In early 2010, National Parks opened their doors to those carrying concealed firearms. Naturally, the Brady Campaign went nuts and started prognosticating about the trees of liberty being refreshed with not so metaphorical blood of patriots. Now, over one year later, a Freedom of Information Act request submitted by Herschel Smith has the hard and fast facts about reported crimes in our nation’s parks. And I have to say, the numbers don’t look good for the Brady bunch.
That’s not to say the numbers are outstanding, but they don’t definitively support the Brady campaign’s statements that “The Bush Administration’s last-minute gift to the gun lobby, allowing concealed semiautomatic weapons in national parks, jeopardizes the safety of park visitors in violation of federal law.” If their hypothesis were correct, then we would expect to see a jump in violent crime in National Parks. On the contrary, the total number seems to be remaining pretty stagnant.

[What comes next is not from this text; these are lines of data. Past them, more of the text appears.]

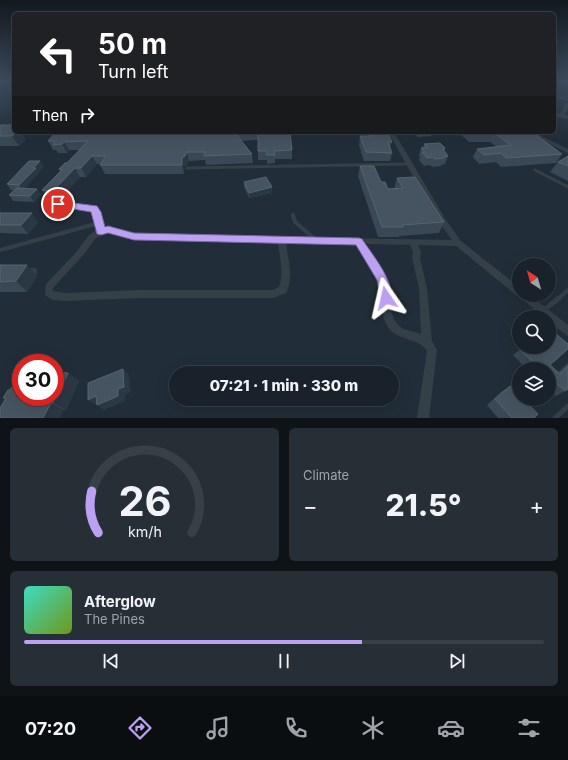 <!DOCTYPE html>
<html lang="en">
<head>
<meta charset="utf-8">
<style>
  body { margin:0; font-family:Inter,sans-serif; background:#262f36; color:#f1f3f6; height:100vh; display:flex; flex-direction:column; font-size:15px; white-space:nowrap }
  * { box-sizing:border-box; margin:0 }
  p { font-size:13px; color:#9fa4a8 }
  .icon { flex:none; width:22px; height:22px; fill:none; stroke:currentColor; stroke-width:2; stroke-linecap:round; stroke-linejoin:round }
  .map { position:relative; height:418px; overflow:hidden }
  .panel { display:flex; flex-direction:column; gap:10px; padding:10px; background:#0e1317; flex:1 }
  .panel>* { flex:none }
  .banner { position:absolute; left:12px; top:12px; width:544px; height:122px; border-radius:6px; box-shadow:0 4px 16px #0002,0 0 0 1px #373f47; background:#202124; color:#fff; overflow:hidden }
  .needle { width:26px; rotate:323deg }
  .controls { position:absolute; left:512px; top:258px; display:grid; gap:8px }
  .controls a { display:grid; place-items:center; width:44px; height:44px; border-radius:50%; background:#19222a; box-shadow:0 4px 16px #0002,0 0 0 1px #373f47; font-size:20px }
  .speed { position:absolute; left:12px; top:354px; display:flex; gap:8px; font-size:20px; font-weight:700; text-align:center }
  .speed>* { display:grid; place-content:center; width:52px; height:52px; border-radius:50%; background:#19222a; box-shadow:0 4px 16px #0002,0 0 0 1px #373f47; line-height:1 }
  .speed .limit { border:6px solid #d22; background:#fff; color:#111 }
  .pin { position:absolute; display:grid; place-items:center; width:34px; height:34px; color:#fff; margin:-17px; border:2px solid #fff; border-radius:50%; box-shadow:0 1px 4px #0007 }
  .me { position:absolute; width:44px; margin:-22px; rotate:349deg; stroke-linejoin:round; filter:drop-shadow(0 0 3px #0008) }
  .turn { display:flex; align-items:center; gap:14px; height:84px; padding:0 20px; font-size:18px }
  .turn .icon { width:52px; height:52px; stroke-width:2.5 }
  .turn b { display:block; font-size:28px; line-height:34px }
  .then { display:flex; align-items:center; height:38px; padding:0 20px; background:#0003; gap:8px; font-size:15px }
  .big { font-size:30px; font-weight:800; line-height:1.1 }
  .panel .card { flex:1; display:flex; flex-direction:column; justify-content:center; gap:6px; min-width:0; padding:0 14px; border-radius:6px; background:#262f36 }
  .panel .dial { align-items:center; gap:0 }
  .dial svg { height:104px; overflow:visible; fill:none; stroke:#373f47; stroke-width:7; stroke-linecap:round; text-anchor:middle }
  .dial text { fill:#f1f3f6; stroke:none }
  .song { display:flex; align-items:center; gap:12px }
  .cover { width:48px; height:48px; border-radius:6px; background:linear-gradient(135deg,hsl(170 70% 55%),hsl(80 70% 35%)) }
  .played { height:4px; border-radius:2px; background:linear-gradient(90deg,#bca0f2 65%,#373f47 65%) }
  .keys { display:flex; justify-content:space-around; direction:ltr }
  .heat { display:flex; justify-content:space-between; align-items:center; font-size:22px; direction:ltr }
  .panel .tiles { flex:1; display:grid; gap:10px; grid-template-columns:1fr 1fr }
  .card:last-child { grid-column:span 2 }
  .trip { position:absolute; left:169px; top:366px; width:230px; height:40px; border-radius:20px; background:#19222a; box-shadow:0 4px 16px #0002,0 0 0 1px #373f47; font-weight:800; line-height:40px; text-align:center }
  .dock { display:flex; height:64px; justify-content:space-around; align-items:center; background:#0a0e11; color:#9fa4a8 }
  .dock .icon { width:28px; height:28px }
  .dock .current { color:#bca0f2 }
  .dock b { font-size:18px; color:#f1f3f6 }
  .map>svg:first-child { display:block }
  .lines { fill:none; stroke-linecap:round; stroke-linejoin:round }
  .lane-far2 { stroke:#343f48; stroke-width:3 }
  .lane-far1 { stroke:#343f48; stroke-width:4 }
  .lane { stroke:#343f48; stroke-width:5 }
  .street { fill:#343f48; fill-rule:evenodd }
  .wall { fill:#394854 }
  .shaded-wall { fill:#2a3844 }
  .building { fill:#465461; stroke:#566470 }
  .route { fill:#bca0f2; stroke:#7a689d }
</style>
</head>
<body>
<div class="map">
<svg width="568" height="418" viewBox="0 0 568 418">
  <rect width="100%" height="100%" fill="#212d38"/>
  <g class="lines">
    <g class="lane-far2">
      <polyline points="187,168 410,164"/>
      <polyline points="535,170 568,187"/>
      <polyline points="46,203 76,207"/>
    </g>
    <g class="lane-far1">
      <polyline points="68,206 94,209 101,231"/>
      <polyline points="293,215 295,222 316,240"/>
      <polyline points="0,250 99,223"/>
      <polyline points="28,270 35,270 35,273"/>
      <polyline points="558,299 568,290"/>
    </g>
    <g class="lane">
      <polyline points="544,310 559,298"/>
      <polyline points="555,418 568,406"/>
    </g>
    <g class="street">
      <polygon points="554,95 568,98 568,100 554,97"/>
      <polygon points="566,103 568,103 568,108 564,115 568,116 568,119 554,116 554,113 560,114"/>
      <path d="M388 132H394L446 220 461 241 519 287V295H530L568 325V336L565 334 549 322V317H543L519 296 516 295 456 246 418 245 421 252 420 258 427 288 432 341 437 350 429 418H417L427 351C418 337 397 341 388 327 379 313 383 297 379 282 375 268 364 256 356 244L286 243C288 260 294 276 286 293L273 298H141L64 301 53 300 46 296 45 293 46 284 78 250 89 235 98 229 108 226 134 233 168 235 452 240 440 224ZM108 232 134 239 168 241 278 243C280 258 284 273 279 287L273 290H141L64 293 53 291V288L84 254 95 239 104 233ZM365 244 410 245 413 252 412 258 419 288 421 334C416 332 409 331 404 329 386 320 392 297 387 281 383 268 373 256 365 244Z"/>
      <polygon points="526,132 533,132 568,149 568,153"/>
    </g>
  </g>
  <g class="wall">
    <polygon points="0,125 26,139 19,146 0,146"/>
    <polygon points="56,132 334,132 334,134 290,135 292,150 292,159 275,159 275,163 267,164 267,160 258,160 258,140 241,141 252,154 253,163 206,165 205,160 189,161 187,165 184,167 184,174 105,174 100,165 101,164 97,164 86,177 80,177 59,200 48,199 42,190 60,171 59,169 67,163 80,150 69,150 67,153 58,153 56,150 53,150 48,141"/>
    <polygon points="366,132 387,132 392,142 390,147 392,153 390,161 364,161 359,145 360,136 368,136"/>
    <polygon points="413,132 446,132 432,134 431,136 418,137"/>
    <polygon points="458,132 532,132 562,154 556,163 501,167 496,162 479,164 473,157 477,149 497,147 490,142 469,142"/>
    <polygon points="424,144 445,148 444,151 448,156 445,164 441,165 441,166 432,167 430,165 424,166 419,160 420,157 419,156 421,148 423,148"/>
    <polygon points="568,156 568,181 550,172 558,162"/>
    <polygon points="44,166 38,172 39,173 25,188 41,194 34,202 13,201 9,195 15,190 11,190 7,184"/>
    <polygon points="360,166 381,182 388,189 394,189 397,178 444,222 439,233 400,236 399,237 378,237 358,176"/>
    <polygon points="244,182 272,187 272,193 249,198 244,187"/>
    <polygon points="0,213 38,222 28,234 0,233"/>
    <polygon points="0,265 37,276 27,292 0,292"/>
    <polygon points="519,338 519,346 514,342"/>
    <polygon points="520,347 549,347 550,365 558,372 568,363 568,389 565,391 556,396 549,389 549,369 527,369 513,355 522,348"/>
    <polygon points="55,370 57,372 68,373 79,381 66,410 5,399 3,398 55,397"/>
    <polygon points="510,386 534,418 498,418 487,405 501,392"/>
  </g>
  <g class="shaded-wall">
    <polygon points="14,126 14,132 21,132 26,139 19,146 12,136 10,130"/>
    <polygon points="64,142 69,150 67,153 62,144"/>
    <polygon points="187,152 189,161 187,165 184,167 184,174 182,165 182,158"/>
    <polygon points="92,156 97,164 86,177 81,168"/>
    <polygon points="40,161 44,166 38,172 39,173 23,190 19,185 33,168"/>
    <polygon points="75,168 80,177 59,200 53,191"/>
    <polygon points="272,187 272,193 249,198 249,193"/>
    <polygon points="37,189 41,194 34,202 30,196"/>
    <polygon points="32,213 38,222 28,234 21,225"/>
    <polygon points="27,265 37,276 27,292 16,281"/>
    <polygon points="204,368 206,373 203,373"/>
    <polygon points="123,369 129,375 131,392 125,395 125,401 104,410 88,400 118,389"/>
    <polygon points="68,373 79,381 66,410 53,403"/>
    <polygon points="51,403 64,410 60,418 43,418"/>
  </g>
  <g class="building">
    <polygon points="0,125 14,125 14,126 10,130 14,130 14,132 17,132 12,136 0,136"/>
    <polygon points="56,132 247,132 235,133 252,154 204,156 205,152 187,152 185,156 182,158 182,165 100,165 106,156 92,156 81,168 75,168 53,191 42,190 62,170 59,169 65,163 67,163 88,141 64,142 62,144 53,145 55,141 48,141"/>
    <polygon points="258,132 290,132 292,150 274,151 275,155 267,155 266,151 258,151"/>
    <polygon points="371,132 387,132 392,142 388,142 392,153 366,152 360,136 373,136"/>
    <polygon points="471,132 532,132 562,154 506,158 501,153 484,155 477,149 511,145 494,133 473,134"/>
    <polygon points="440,143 445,148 443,149 448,156 443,157 444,158 435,159 433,157 427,158 422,152 425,152 421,148 427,147 424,144"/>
    <polygon points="568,156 568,166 558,162"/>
    <polygon points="29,161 40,161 33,168 36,168 19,185 7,184"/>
    <polygon points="360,166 374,166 381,182 385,182 388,189 403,188 397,178 415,177 444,222 402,225 403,227 382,227"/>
    <polygon points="266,177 272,187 249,193 244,182"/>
    <polygon points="17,188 37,189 30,196 9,195"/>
    <polygon points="0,213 32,213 21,225 0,225"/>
    <polygon points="0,265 27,265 16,281 0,282"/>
    <polygon points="549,334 556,334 568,344 568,349 550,365 560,374 568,366 568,389 565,391 549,377 549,369 541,369 520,350 524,347 549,347"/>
    <polygon points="204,368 203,373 183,373 184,369"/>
    <polygon points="123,369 124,387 118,389 118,396 97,405 96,396 88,400 88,383"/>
    <polygon points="55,372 68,373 53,403 51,403 43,418 0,418 0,408 6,398 3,398 8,390 10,390 21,373 21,397 55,397"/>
    <polygon points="510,386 519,395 519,399 523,399 538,414 534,418 512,418 495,399"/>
  </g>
  <linearGradient id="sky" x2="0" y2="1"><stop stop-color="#12191f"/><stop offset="0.58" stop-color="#3d4c5e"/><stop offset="1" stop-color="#3d4c5e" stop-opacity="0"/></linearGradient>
  <rect width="568" height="141" fill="url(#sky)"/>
  <path class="route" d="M58 201 97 206 101 212 105 227 108 226 134 233 359 238 362 239C371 253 398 285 390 302L386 304 381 302 377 280 356 245 134 240 108 233 101 235 97 234 91 212 55 206 53 204 55 202Z"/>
</svg>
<div class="controls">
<a><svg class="needle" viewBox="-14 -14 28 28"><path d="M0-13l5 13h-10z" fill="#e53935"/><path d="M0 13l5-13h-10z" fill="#9fa4a8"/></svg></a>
<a><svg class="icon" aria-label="search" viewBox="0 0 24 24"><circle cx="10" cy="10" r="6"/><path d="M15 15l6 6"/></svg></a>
<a><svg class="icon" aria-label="layers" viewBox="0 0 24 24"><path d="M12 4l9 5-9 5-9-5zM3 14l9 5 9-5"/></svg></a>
</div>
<div class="speed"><div class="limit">30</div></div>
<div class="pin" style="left:58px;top:204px;background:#d93025"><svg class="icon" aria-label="arrive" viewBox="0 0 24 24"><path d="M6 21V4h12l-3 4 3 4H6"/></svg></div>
<svg class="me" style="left:386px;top:298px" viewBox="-20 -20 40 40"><path d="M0-17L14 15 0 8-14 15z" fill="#bca0f2" stroke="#fff" stroke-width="4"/></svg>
<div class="trip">07:21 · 1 min · 330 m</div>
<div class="banner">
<div class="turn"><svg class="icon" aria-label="left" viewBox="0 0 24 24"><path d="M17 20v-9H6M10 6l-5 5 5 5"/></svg><div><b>50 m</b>Turn left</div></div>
<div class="then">Then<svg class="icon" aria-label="right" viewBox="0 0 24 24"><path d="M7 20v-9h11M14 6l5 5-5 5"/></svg></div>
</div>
</div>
<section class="panel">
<div class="tiles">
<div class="card dial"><svg viewBox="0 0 100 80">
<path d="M14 69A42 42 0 1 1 86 69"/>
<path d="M14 69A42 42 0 0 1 9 37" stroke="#bca0f2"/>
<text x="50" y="56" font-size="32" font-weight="700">26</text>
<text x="50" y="72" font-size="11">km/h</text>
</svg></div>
<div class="card"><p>Climate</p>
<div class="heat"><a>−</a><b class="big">21.5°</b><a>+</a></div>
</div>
<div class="card">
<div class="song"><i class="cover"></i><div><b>Afterglow</b><p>The Pines</p></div></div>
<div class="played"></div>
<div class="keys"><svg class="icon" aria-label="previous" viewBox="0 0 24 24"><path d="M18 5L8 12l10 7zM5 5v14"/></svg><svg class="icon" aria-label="pause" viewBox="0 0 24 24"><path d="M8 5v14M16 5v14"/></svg><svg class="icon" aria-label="next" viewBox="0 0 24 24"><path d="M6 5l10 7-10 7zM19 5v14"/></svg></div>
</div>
</div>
</section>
<nav class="dock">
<b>07:20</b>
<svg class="icon current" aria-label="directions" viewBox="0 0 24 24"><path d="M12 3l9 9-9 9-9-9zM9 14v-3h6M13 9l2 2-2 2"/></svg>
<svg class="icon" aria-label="music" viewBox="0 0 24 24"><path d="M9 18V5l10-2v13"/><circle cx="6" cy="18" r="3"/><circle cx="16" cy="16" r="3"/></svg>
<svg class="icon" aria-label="phone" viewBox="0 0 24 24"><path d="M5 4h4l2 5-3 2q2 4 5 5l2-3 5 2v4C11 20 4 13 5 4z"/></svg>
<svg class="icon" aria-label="climate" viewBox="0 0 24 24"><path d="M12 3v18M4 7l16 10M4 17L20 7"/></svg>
<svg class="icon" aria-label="car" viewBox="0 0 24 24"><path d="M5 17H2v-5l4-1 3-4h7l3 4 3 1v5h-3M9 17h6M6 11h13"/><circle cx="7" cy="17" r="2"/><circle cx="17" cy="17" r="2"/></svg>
<svg class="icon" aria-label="filters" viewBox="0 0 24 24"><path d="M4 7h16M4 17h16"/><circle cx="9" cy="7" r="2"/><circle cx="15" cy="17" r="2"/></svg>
</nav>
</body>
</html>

This graph breaks out all of the major offenses recorded by the Parks Service for the years 1995-2010. Overall there is a definite downward trend , but larceny (petty theft) accounts for so much of the total major offenses that it masks the trends of the “violent” offenses.
This graph shows only the “violent” offenses reported through the FOIA documents. Aggravated Assault, Rape, Kidnapping and Homicide all show a slight to moderate increase over the previous year, but given the fairly regular ups and downs in the past trends for these crimes they don’t seem necessarily uncharacteristic.
I wanted to show this graph next to the national numbers, but I couldn’t find the crime statistics for 2010. All of those offences are nowhere near their 1995 numbers, and despite the population growing something like 17% the raw numbers have been either stagnant or trending downwards pretty regularly (indicating that park safety has increased greatly over that of the 1990’s).
The numbers are up compared to last year (yet still generally within the error bars compared to previous years), but that doesn’t necessarily prove causation between letting concealed weapons into parks and blood on the trails. Mr. Smith has an interesting analysis on that matter.
It [the numbers] doesn’t show what Henigan [Brady Campaign] wants it to. In fact, our national parks are not less safe than they were prior to 2010 when firearms were made legal. And I did research most of the homicides (through local news accounts) and they mostly have to do with situation-specific (and sometimes bizarre) incidents involving individuals who had no right to carry a firearms anywhere because they were convicted felons, or prisoners on the run, or other such exigencies. Not one incident that I researched had to do with an otherwise law-abiding citizen who suddenly went berserk because he had a gun in a national park.
In terms of statistics alone, it’s too early to tell definitively whether allowing concealed weapons in National Parks has made any changes to the “safety” of those parks. All we can tell for sure is that so far there have been no “mass shootings” in National parks, no one has “gone berserk” because they have a gun, and homicides don’t seem to be being perpetrated by CCW holders. In other words, exactly what we’ve seen with other recent “shall issue” converts.
On the other hand, as Mr. Smith notes, there has been at least one recorded instance of a hiker’s life being saved by a concealed pistol after he was attacked by a bear.